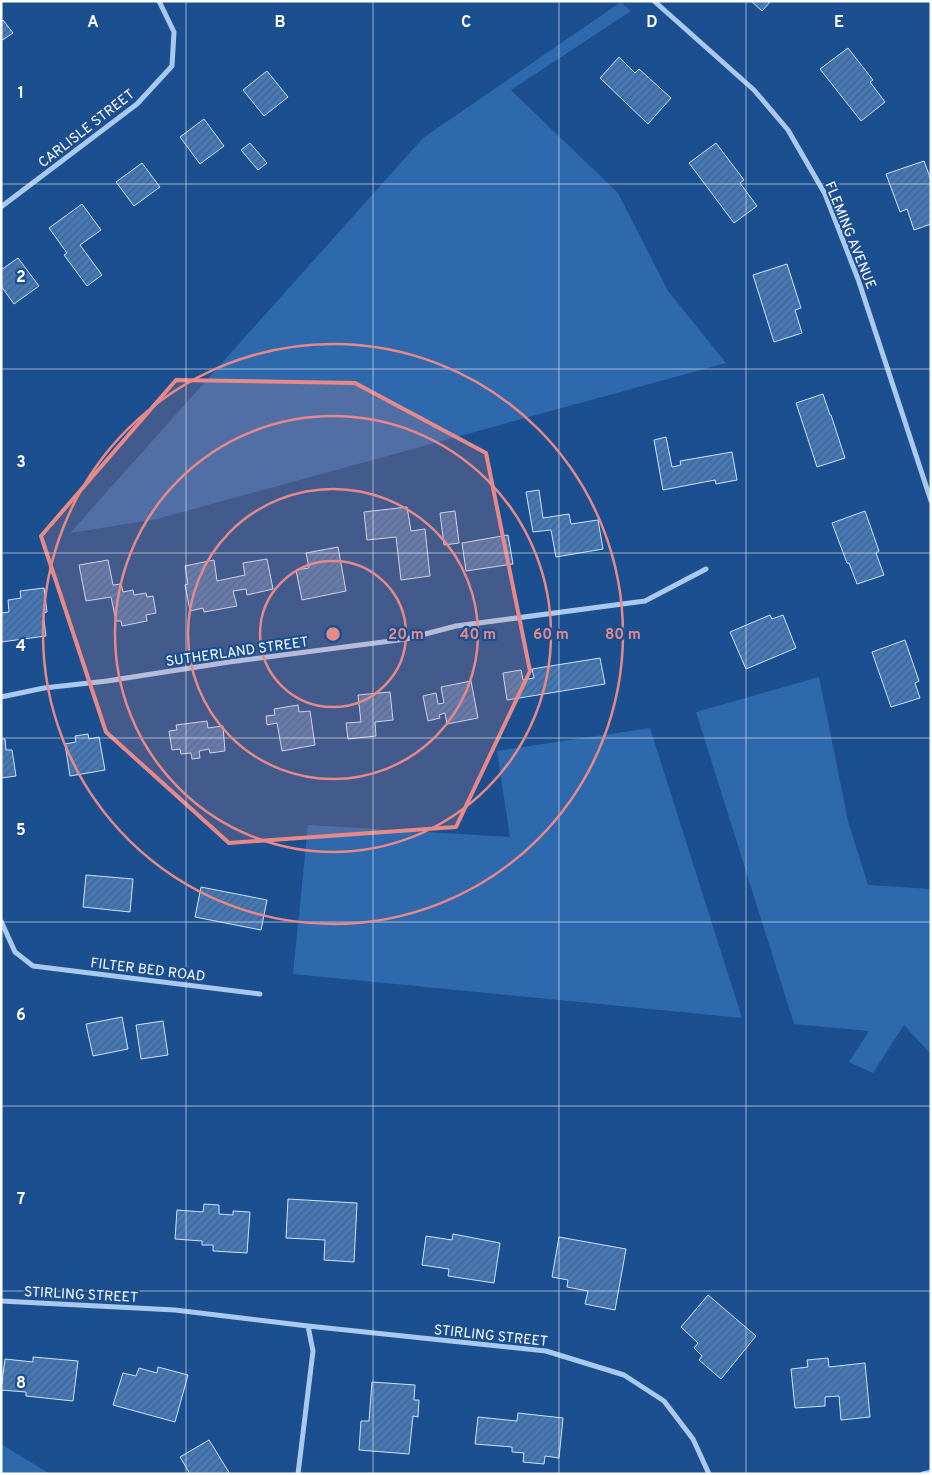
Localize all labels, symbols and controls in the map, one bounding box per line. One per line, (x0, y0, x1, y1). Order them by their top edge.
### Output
text: A (87, 13, 99, 33)
text: B (274, 13, 286, 33)
text: C (461, 13, 471, 33)
text: D (646, 13, 658, 33)
text: E (834, 13, 844, 33)
text: 1 (18, 84, 24, 104)
street label: CARLISLE STREET (35, 86, 138, 172)
street label: FLEMING AVENUE (820, 179, 879, 292)
text: 2 (16, 268, 26, 288)
text: 3 (16, 453, 26, 473)
centre of rings (324, 625, 342, 643)
text: 20 m (388, 626, 424, 645)
text: 40 m (460, 626, 496, 645)
text: 60 m (533, 626, 569, 645)
text: 80 m (605, 626, 641, 645)
street label: SUTHERLAND STREET (165, 634, 310, 671)
text: 4 (16, 637, 26, 657)
text: 5 (16, 821, 26, 841)
street label: FILTER BED ROAD (90, 955, 206, 986)
text: 6 (16, 1006, 26, 1026)
text: 7 (17, 1190, 25, 1210)
street label: STIRLING STREET (23, 1284, 138, 1307)
street label: STIRLING STREET (433, 1322, 549, 1351)
text: 8 (16, 1374, 26, 1394)

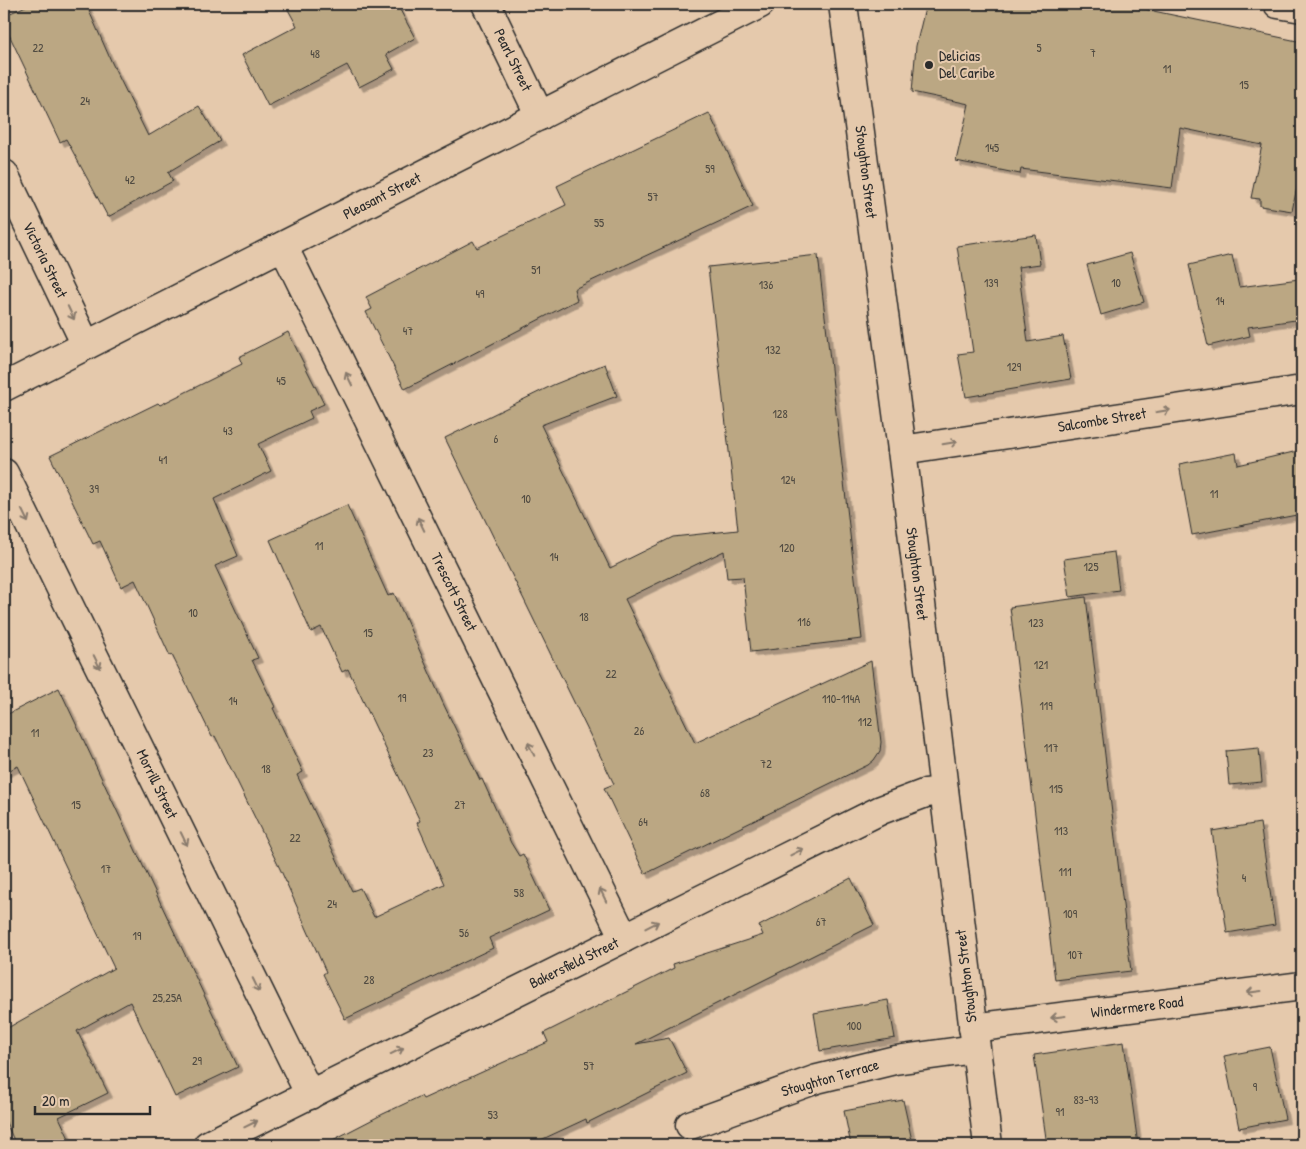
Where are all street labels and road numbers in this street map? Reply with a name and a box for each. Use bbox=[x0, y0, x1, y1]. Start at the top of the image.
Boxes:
street label: Pearl Street bbox=[489, 25, 538, 95]
street label: Stoughton Street bbox=[850, 124, 883, 220]
street label: Pleasant Street bbox=[339, 167, 425, 224]
street label: Victoria Street bbox=[18, 218, 73, 302]
street label: Salcombe Street bbox=[1056, 402, 1149, 437]
street label: Stoughton Street bbox=[901, 526, 934, 622]
street label: Trescott Street bbox=[426, 549, 483, 635]
street label: Morrill Street bbox=[132, 746, 184, 823]
street label: Stoughton Street bbox=[949, 928, 982, 1024]
street label: Bakersfield Street bbox=[525, 931, 623, 993]
street label: Windermere Road bbox=[1090, 990, 1184, 1023]
street label: Stoughton Terrace bbox=[779, 1054, 881, 1101]

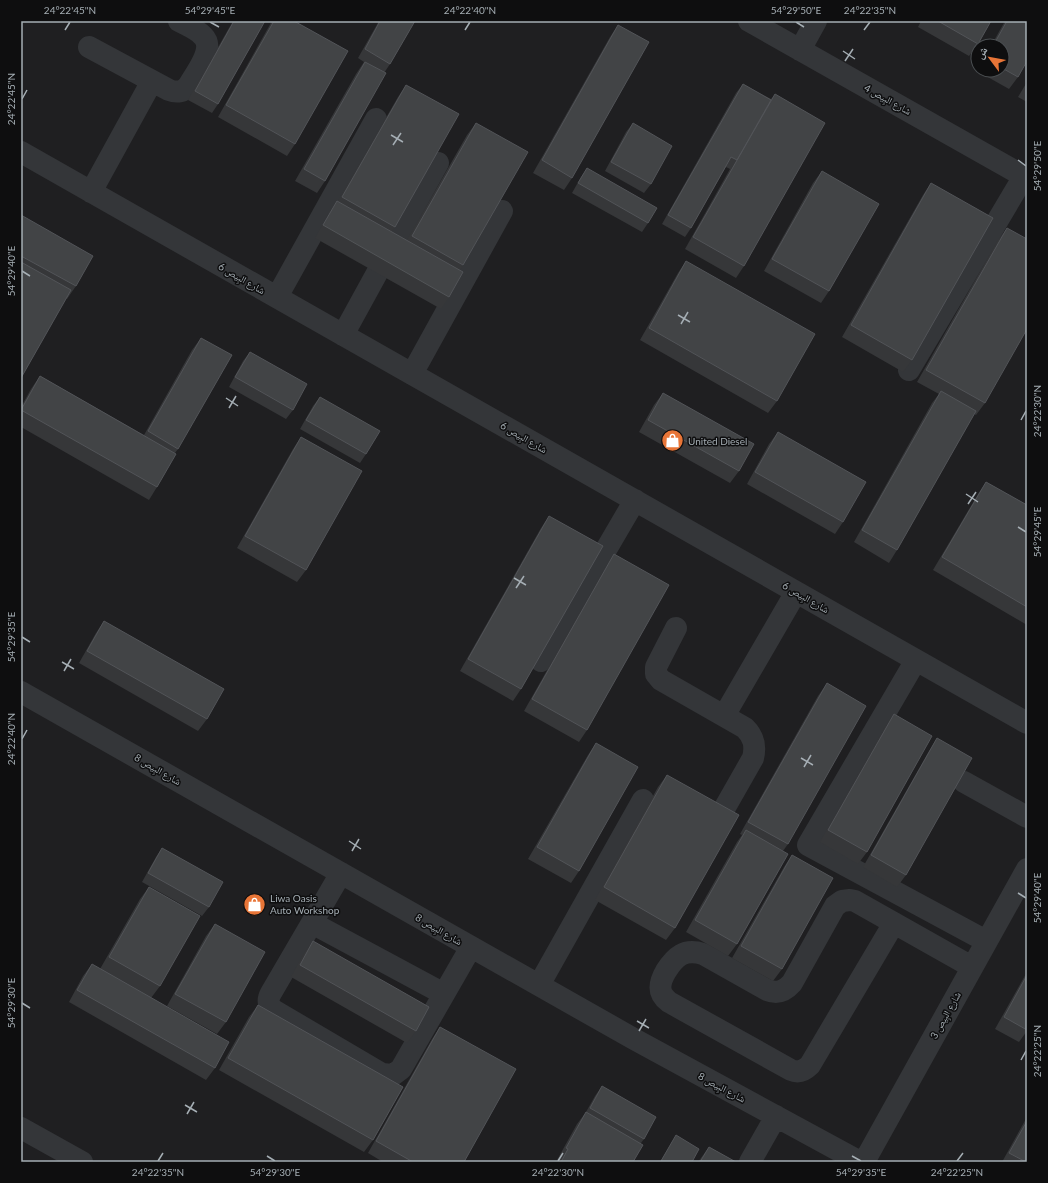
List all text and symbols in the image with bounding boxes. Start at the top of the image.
text: 24°22'45"N [44,4,96,16]
text: 54°29'45"E [185,4,235,16]
text: 24°22'40"N [444,4,496,16]
text: 54°29'50"E [771,4,821,16]
text: 24°22'35"N [844,4,896,16]
north arrow [970,38,1010,78]
text: ش [972,44,992,62]
text: 24°22'45"N [5,73,17,125]
street label: شارع البِيص 4 [861,81,914,119]
text: 54°29'50"E [1031,141,1043,191]
text: 54°29'40"E [5,246,17,296]
street label: شارع البِيص 6 [215,260,268,298]
text: 24°22'30"N [1031,385,1043,437]
street label: شارع البِيص 6 [497,419,550,457]
shop icon: United Diesel [660,428,686,454]
place label: United Diesel [688,435,747,447]
text: 54°29'45"E [1031,507,1043,557]
street label: شارع البِيص 6 [779,579,832,617]
text: 54°29'35"E [5,612,17,662]
text: 24°22'40"N [5,713,17,765]
street label: شارع البِيص 8 [131,751,184,789]
text: 54°29'40"E [1031,873,1043,923]
shop icon: Liwa Oasis Auto Workshop [241,891,267,917]
place label: Liwa Oasis Auto Workshop [270,892,340,916]
street label: شارع البِيص 8 [412,911,465,949]
text: 54°29'30"E [5,978,17,1028]
street label: شارع البِيص 3 [927,989,965,1042]
text: 24°22'25"N [1031,1025,1043,1077]
street label: شارع البِيص 8 [695,1070,748,1106]
text: 24°22'35"N [132,1166,184,1178]
text: 54°29'30"E [250,1166,300,1178]
text: 24°22'30"N [532,1166,584,1178]
text: 54°29'35"E [836,1166,886,1178]
text: 24°22'25"N [931,1166,983,1178]

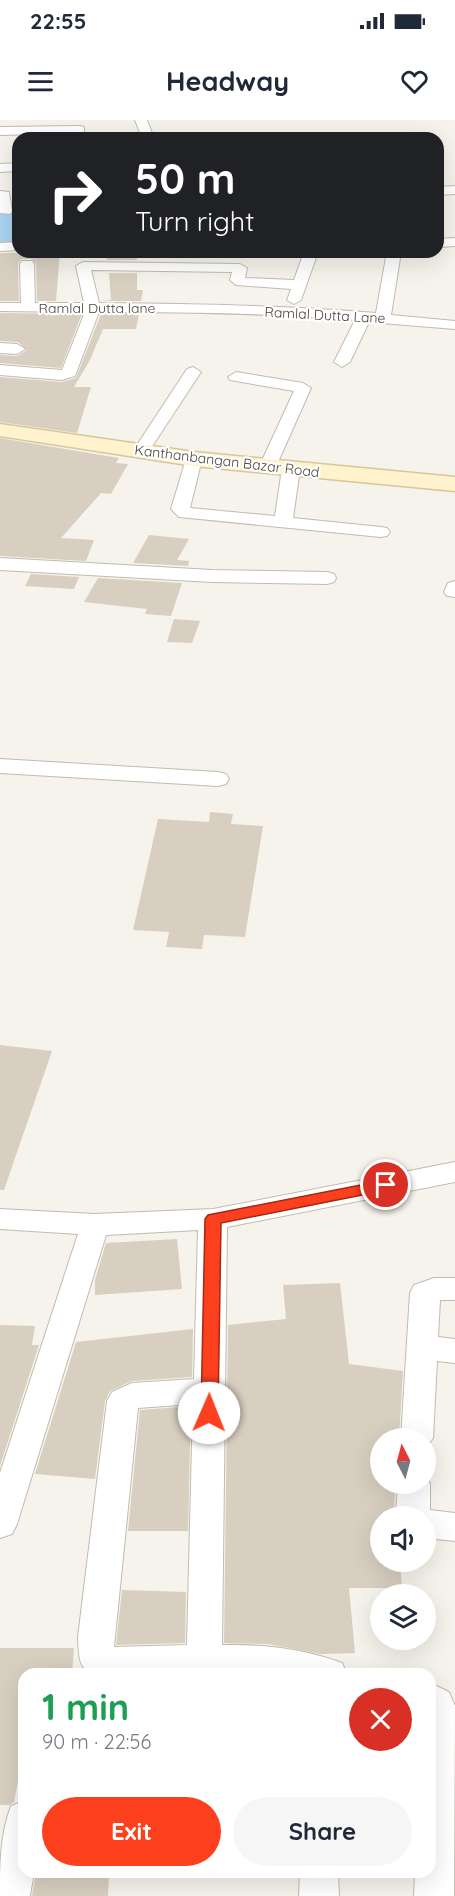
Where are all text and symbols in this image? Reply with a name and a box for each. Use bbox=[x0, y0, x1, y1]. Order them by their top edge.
text: 22:55 bbox=[30, 7, 86, 35]
text: Headway bbox=[166, 64, 289, 98]
icon: menu bbox=[24, 65, 57, 98]
icon: heart bbox=[398, 65, 431, 98]
text: 50 m bbox=[135, 152, 235, 205]
icon: right bbox=[36, 156, 114, 234]
text: Turn right bbox=[135, 204, 254, 238]
street label: Ramlal Dutta lane bbox=[39, 299, 156, 317]
street label: Ramlal Dutta Lane bbox=[264, 303, 386, 327]
street label: Kanthanbangan Bazar Road bbox=[134, 441, 320, 481]
pin bbox=[360, 1159, 411, 1210]
icon: arrive bbox=[369, 1168, 402, 1201]
position arrow bbox=[177, 1381, 241, 1445]
north arrow bbox=[370, 1428, 436, 1494]
map controls bbox=[370, 1428, 436, 1650]
button: sound bbox=[370, 1506, 436, 1572]
button: layers bbox=[370, 1584, 436, 1650]
text: 1 min bbox=[42, 1684, 129, 1729]
button: close bbox=[349, 1688, 412, 1751]
text: 90 m · 22:56 bbox=[42, 1729, 151, 1754]
button: Exit bbox=[42, 1797, 221, 1866]
button: Share bbox=[233, 1797, 412, 1866]

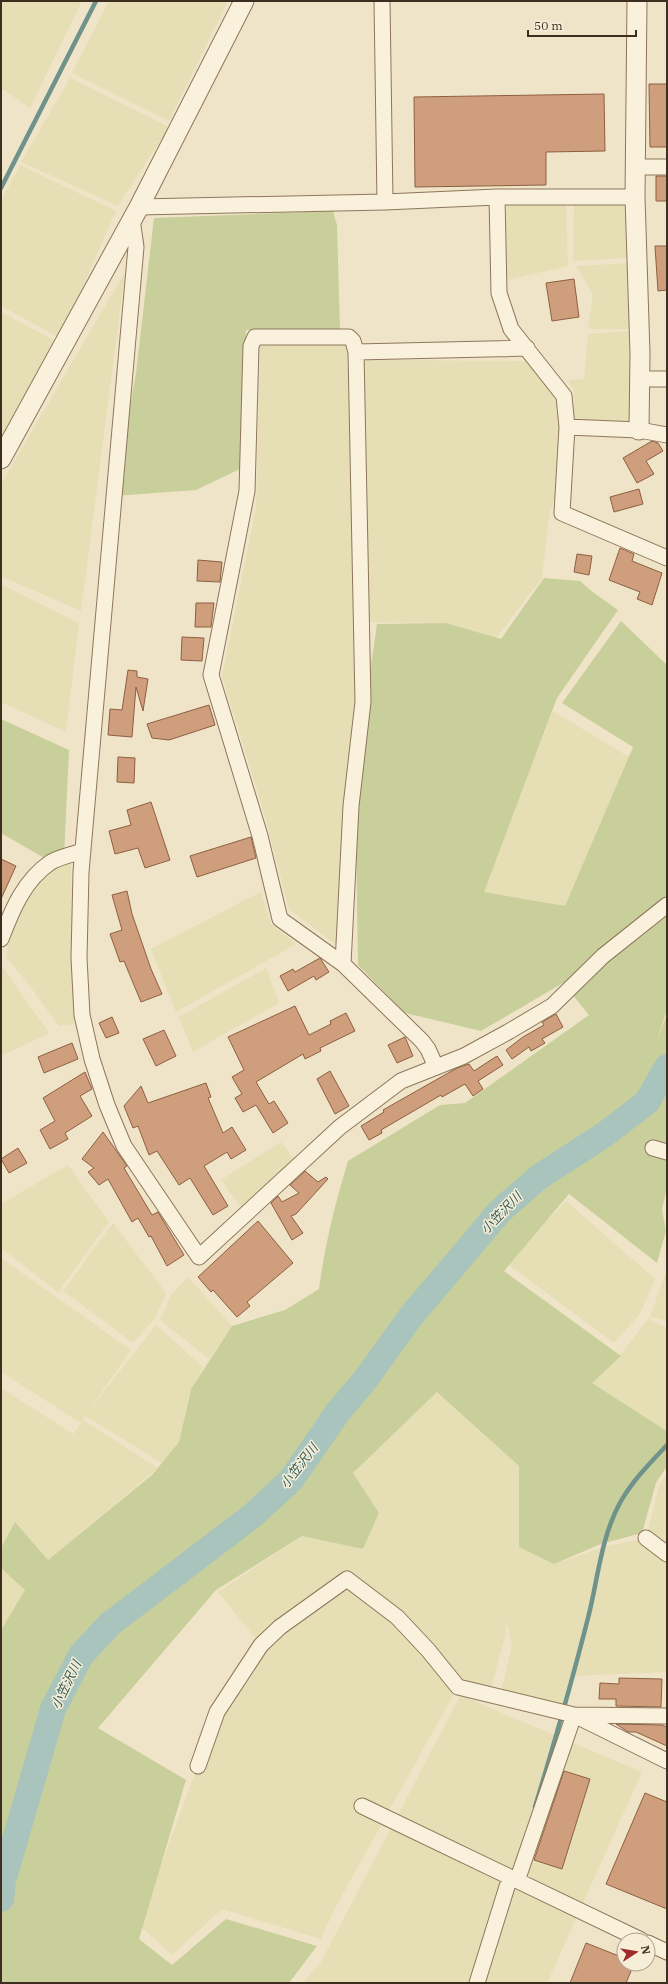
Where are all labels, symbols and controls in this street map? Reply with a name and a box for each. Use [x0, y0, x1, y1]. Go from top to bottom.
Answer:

• **TASK TO COMPLETE**
Copy all of the records verbatim, omitting the pictures.

• **FINISHED TASK**
Localize all labels, symbols and controls in the map, one bounding box per line. One per line, (x0, y0, x1, y1). Order them by their top edge.
### Output
text: A (87, 13, 99, 33)
text: B (274, 13, 286, 33)
text: C (461, 13, 471, 33)
text: D (646, 13, 658, 33)
text: E (834, 13, 844, 33)
text: 1 (18, 84, 24, 104)
street label: CARLISLE STREET (35, 86, 138, 172)
street label: FLEMING AVENUE (820, 179, 879, 292)
text: 2 (16, 268, 26, 288)
text: 3 (16, 453, 26, 473)
centre of rings (324, 625, 342, 643)
text: 20 m (388, 626, 424, 645)
text: 40 m (460, 626, 496, 645)
text: 60 m (533, 626, 569, 645)
text: 80 m (605, 626, 641, 645)
street label: SUTHERLAND STREET (165, 634, 310, 671)
text: 4 (16, 637, 26, 657)
text: 5 (16, 821, 26, 841)
street label: FILTER BED ROAD (90, 955, 206, 986)
text: 6 (16, 1006, 26, 1026)
text: 7 (17, 1190, 25, 1210)
street label: STIRLING STREET (23, 1284, 138, 1307)
street label: STIRLING STREET (433, 1322, 549, 1351)
text: 8 (16, 1374, 26, 1394)

Where are all street labels and road numbers in this street map? Reply with a name and a box for each. Use bbox=[x0, y0, x1, y1]. Start at the top of the image.
Boxes:
street label: Pearl Street bbox=[489, 25, 538, 95]
street label: Stoughton Street bbox=[850, 124, 883, 220]
street label: Pleasant Street bbox=[339, 167, 425, 224]
street label: Victoria Street bbox=[18, 218, 73, 302]
street label: Salcombe Street bbox=[1056, 402, 1149, 437]
street label: Stoughton Street bbox=[901, 526, 934, 622]
street label: Trescott Street bbox=[426, 549, 483, 635]
street label: Morrill Street bbox=[132, 746, 184, 823]
street label: Stoughton Street bbox=[949, 928, 982, 1024]
street label: Bakersfield Street bbox=[525, 931, 623, 993]
street label: Windermere Road bbox=[1090, 990, 1184, 1023]
street label: Stoughton Terrace bbox=[779, 1054, 881, 1101]

List all text and symbols in the image with bounding boxes. Start at the top of the image.
text: 24°22'45"N [44,4,96,16]
text: 54°29'45"E [185,4,235,16]
text: 24°22'40"N [444,4,496,16]
text: 54°29'50"E [771,4,821,16]
text: 24°22'35"N [844,4,896,16]
north arrow [970,38,1010,78]
text: ش [972,44,992,62]
text: 24°22'45"N [5,73,17,125]
street label: شارع البِيص 4 [861,81,914,119]
text: 54°29'50"E [1031,141,1043,191]
text: 54°29'40"E [5,246,17,296]
street label: شارع البِيص 6 [215,260,268,298]
text: 24°22'30"N [1031,385,1043,437]
street label: شارع البِيص 6 [497,419,550,457]
shop icon: United Diesel [660,428,686,454]
place label: United Diesel [688,435,747,447]
text: 54°29'45"E [1031,507,1043,557]
street label: شارع البِيص 6 [779,579,832,617]
text: 54°29'35"E [5,612,17,662]
text: 24°22'40"N [5,713,17,765]
street label: شارع البِيص 8 [131,751,184,789]
text: 54°29'40"E [1031,873,1043,923]
shop icon: Liwa Oasis Auto Workshop [241,891,267,917]
place label: Liwa Oasis Auto Workshop [270,892,340,916]
street label: شارع البِيص 8 [412,911,465,949]
text: 54°29'30"E [5,978,17,1028]
street label: شارع البِيص 3 [927,989,965,1042]
text: 24°22'25"N [1031,1025,1043,1077]
street label: شارع البِيص 8 [695,1070,748,1106]
text: 24°22'35"N [132,1166,184,1178]
text: 54°29'30"E [250,1166,300,1178]
text: 24°22'30"N [532,1166,584,1178]
text: 54°29'35"E [836,1166,886,1178]
text: 24°22'25"N [931,1166,983,1178]

Where are all text and symbols in this image? Reply with a name and a box for each. Use bbox=[x0, y0, x1, y1]. Order them by their top edge.
text: 22:55 bbox=[30, 7, 86, 35]
text: Headway bbox=[166, 64, 289, 98]
icon: menu bbox=[24, 65, 57, 98]
icon: heart bbox=[398, 65, 431, 98]
text: 50 m bbox=[135, 152, 235, 205]
icon: right bbox=[36, 156, 114, 234]
text: Turn right bbox=[135, 204, 254, 238]
street label: Ramlal Dutta lane bbox=[39, 299, 156, 317]
street label: Ramlal Dutta Lane bbox=[264, 303, 386, 327]
street label: Kanthanbangan Bazar Road bbox=[134, 441, 320, 481]
pin bbox=[360, 1159, 411, 1210]
icon: arrive bbox=[369, 1168, 402, 1201]
position arrow bbox=[177, 1381, 241, 1445]
north arrow bbox=[370, 1428, 436, 1494]
map controls bbox=[370, 1428, 436, 1650]
button: sound bbox=[370, 1506, 436, 1572]
button: layers bbox=[370, 1584, 436, 1650]
text: 1 min bbox=[42, 1684, 129, 1729]
button: close bbox=[349, 1688, 412, 1751]
text: 90 m · 22:56 bbox=[42, 1729, 151, 1754]
button: Exit bbox=[42, 1797, 221, 1866]
button: Share bbox=[233, 1797, 412, 1866]

Where are all labels, symbols and controls in this street map? Reply with a name and a box for each. Use [x0, y0, x1, y1]. Go from top to bottom.
Answer:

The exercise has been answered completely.